Tuesday, April 13, 2010

Here Come the Flatland Minutemen

The AP reports there's a plan by some in Oklahoma, including both Tea Partiers and some in the state legislature, to start a volunteer state militia to resist Federal intrusion. You probably think that I'm going to tell you what a bunch of loonies these guys are.

Well, you're not totally wrong. Just exactly how the militia would save Oklahomans from health care reform is a mystery to me. In fact, it's a struggle to think of a situation where it would be useful at all. But this proposal does do a lot to clarify the whole gun issue.

Here's Randy Brogdon, a Republican legislator and candidate for governor:

[The founding fathers] were not referring to a turkey shoot or a quail hunt. They really weren't even talking about us having the ability to protect ourselves against each other. The Second Amendment deals directly with the right of an individual to keep and bear arms to protect themselves from an overreaching federal government.

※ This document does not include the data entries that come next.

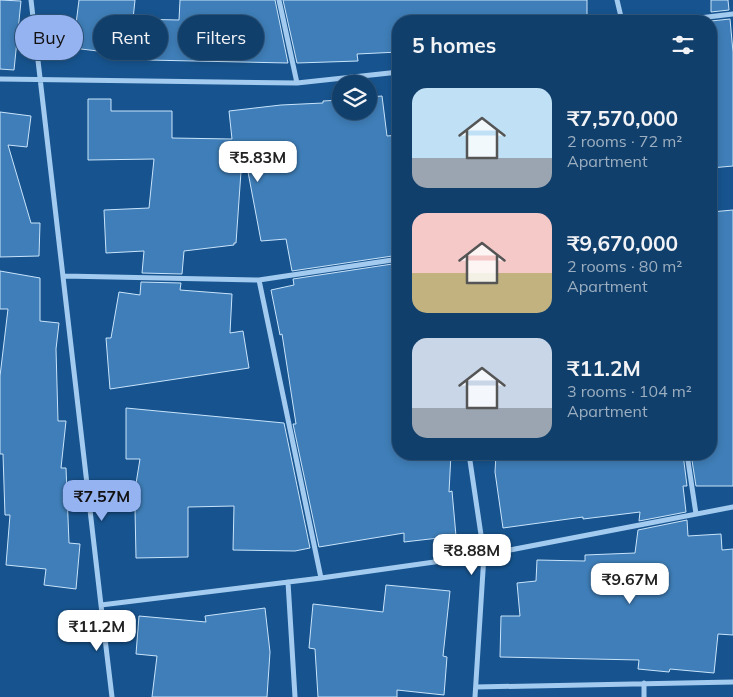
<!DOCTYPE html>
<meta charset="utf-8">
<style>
body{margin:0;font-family:Mulish,sans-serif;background:#1a4671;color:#f1f3f6;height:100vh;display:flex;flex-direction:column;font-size:19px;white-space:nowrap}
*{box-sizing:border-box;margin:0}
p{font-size:16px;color:#9cafc1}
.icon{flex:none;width:28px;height:28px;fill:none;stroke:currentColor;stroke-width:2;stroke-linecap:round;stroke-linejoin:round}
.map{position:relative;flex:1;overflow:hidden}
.drawer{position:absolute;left:392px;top:15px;width:325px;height:445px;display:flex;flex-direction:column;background:#113f6b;border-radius:20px;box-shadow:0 2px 8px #0003,0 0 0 1px #30587e}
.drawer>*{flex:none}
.hud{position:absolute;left:15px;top:15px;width:302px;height:45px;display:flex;gap:10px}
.fabs{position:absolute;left:332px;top:75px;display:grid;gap:10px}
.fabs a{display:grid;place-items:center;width:45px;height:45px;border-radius:50%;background:#113f6b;box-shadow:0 2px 8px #0003,0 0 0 1px #30587e;font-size:25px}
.price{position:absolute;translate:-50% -42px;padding:0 11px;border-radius:10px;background:#fff;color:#222;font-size:16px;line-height:32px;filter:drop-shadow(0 1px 2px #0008)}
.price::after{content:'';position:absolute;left:50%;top:30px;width:15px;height:11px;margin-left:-8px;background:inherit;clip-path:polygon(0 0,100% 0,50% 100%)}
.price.active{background:#95b2f1;color:#111}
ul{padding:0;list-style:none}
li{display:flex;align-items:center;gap:15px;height:125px;padding:0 20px}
li span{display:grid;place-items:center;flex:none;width:140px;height:100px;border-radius:15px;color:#555}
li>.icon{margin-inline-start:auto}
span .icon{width:60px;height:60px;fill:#fffc;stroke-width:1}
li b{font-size:21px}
h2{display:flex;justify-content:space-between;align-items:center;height:60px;padding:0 20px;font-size:21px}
.tag{padding:0 18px;border-radius:22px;background:#113f6b;box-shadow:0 2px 8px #0003,0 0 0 1px #30587e;font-size:18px;line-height:45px}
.tag.active{background:#95b2f1;color:#111}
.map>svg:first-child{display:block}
.building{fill:#3f7eb8;stroke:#c9e4fb}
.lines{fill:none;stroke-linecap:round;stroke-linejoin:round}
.street{stroke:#a3cbf0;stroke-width:5}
</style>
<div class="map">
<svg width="733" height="697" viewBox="0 0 733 697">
<rect width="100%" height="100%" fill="#17548f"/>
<path class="building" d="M0 0 21 1 14 70 0 69Z
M79 0H135L133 19 179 20 180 0H275L288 63 147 60V57L73 48Z
M283 0H587V21H399V52L357 54 358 61 297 63Z
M711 0H728L729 10 711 12Z
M730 19 733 52V166L711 168V21Z
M382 96 387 136 399 135V168L395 169 399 200V255L292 271 286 239 261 241 245 156 242 157 236 243H234V245L184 251 182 274 142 273 144 251 106 253 104 210 149 208 154 159 88 160V99H111V111H172V138L232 139 229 111 281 105 323 103V101L341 100V111H369V97Z
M0 112 31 116 27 147 8 145 31 223H40L39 256 0 257Z
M733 210V486H696L691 454H711V212Z
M399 263V454H451L449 492 452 491 456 536 404 542V533L319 547 293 424H296L282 334 280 335 271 290 294 285 293 279Z
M0 271 40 278V321L59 323 56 349 58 421H66L61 468H66L69 543 80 544 76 589 44 585 46 569 6 565 10 515H5L3 454H0V376L8 309H0Z
M141 282 181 283 180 290 232 294 230 333 243 331 249 368 110 389 106 338H111L119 292 140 295Z
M126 408 284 423 310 548 295 551 233 550 234 506 188 507V557L136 558 135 509 132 508 140 459H126Z
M496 454H683L687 486H683L686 512 639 521 640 512 583 519V517L503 528 495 472Z
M687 520 688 536 721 534 722 550 733 549V635L718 634 714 673 670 669 669 672 638 669 639 660 500 657 501 616H520L517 583 536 581 537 560 585 561V555L635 553 638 530Z
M386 585 450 591 443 656 447 657 444 695 397 690V697H318L315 649 309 648 313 604 383 612Z
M265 608 270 652 267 697H152L157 656 136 654 139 616 206 622 205 616Z"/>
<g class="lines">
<path class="street" d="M31 0 101 605 321 578 484 555 733 507
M279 0 297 83
M617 0 622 21
M674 21 733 14
M0 79 297 83 399 72
M64 276 259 280 321 578
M259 280 399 259
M469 454 484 555 475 697
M687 454 696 514
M288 582 295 697
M101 605 112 697
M476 687 733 682
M644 697V683"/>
</g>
</svg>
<div class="fabs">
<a><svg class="icon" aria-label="layers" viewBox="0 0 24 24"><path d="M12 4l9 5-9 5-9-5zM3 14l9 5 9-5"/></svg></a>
</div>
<b class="price" style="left:258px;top:183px">₹5.83M</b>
<b class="price active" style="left:102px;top:522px">₹7.57M</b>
<b class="price" style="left:472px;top:576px">₹8.88M</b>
<b class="price" style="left:630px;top:605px">₹9.67M</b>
<b class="price" style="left:97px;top:652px">₹11.2M</b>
<div class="hud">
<a class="tag active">Buy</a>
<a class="tag">Rent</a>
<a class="tag">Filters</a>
</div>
<section class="drawer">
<h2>5 homes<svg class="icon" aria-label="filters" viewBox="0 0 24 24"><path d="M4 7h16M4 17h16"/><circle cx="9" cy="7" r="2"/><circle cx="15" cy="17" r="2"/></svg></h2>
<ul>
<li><span style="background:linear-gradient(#bfe0f5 70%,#9aa5b1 0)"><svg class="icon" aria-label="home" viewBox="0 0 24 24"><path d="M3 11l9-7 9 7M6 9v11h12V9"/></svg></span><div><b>₹7,570,000</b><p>2 rooms · 72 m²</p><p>Apartment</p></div></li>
<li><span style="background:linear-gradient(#f6c9c9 60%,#c2b280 0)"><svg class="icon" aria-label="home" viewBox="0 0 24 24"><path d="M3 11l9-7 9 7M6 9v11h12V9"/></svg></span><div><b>₹9,670,000</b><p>2 rooms · 80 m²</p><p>Apartment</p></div></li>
<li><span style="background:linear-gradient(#c9d6e8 70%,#9aa5b1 0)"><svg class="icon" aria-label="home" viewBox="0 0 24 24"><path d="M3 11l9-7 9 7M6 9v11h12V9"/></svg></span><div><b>₹11.2M</b><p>3 rooms · 104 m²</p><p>Apartment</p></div></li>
</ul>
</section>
</div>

Well said, Randy (aside from some grammatical quibbles). That is exactly the point of the Second Amendment. In particular, it does not confer a generalized right to own guns for self-defense, notwithstanding the majority of the Supreme Court. It confers a right to own guns for use in a militia, and not the National Guard, either-- a well regulated citizens' militia. Perhaps if some states actually establish volunteer militias-- well regulated ones-- this will become more apparent.
 
In the meantime, keep an eye out for some upcoming hypocrisy. The next big Supreme Court gun case  concerns "incorporation"-- that is, whether the Second Amendment applies to states as well as the Federal government. (The previous gun decision concerned Washington, D.C., so that issue wasn't settled.) Expect the states'-rights fans to wax eloquent on the importance of allowing the national Constitution to tell states what they can't do...in this particular case.

Given that we supposedly need the Second Amendment so that states can protect themselves from the Federal government, it seems odd that states wouldn't be allowed to to pass their own gun laws. But, as I said, keep an eye out.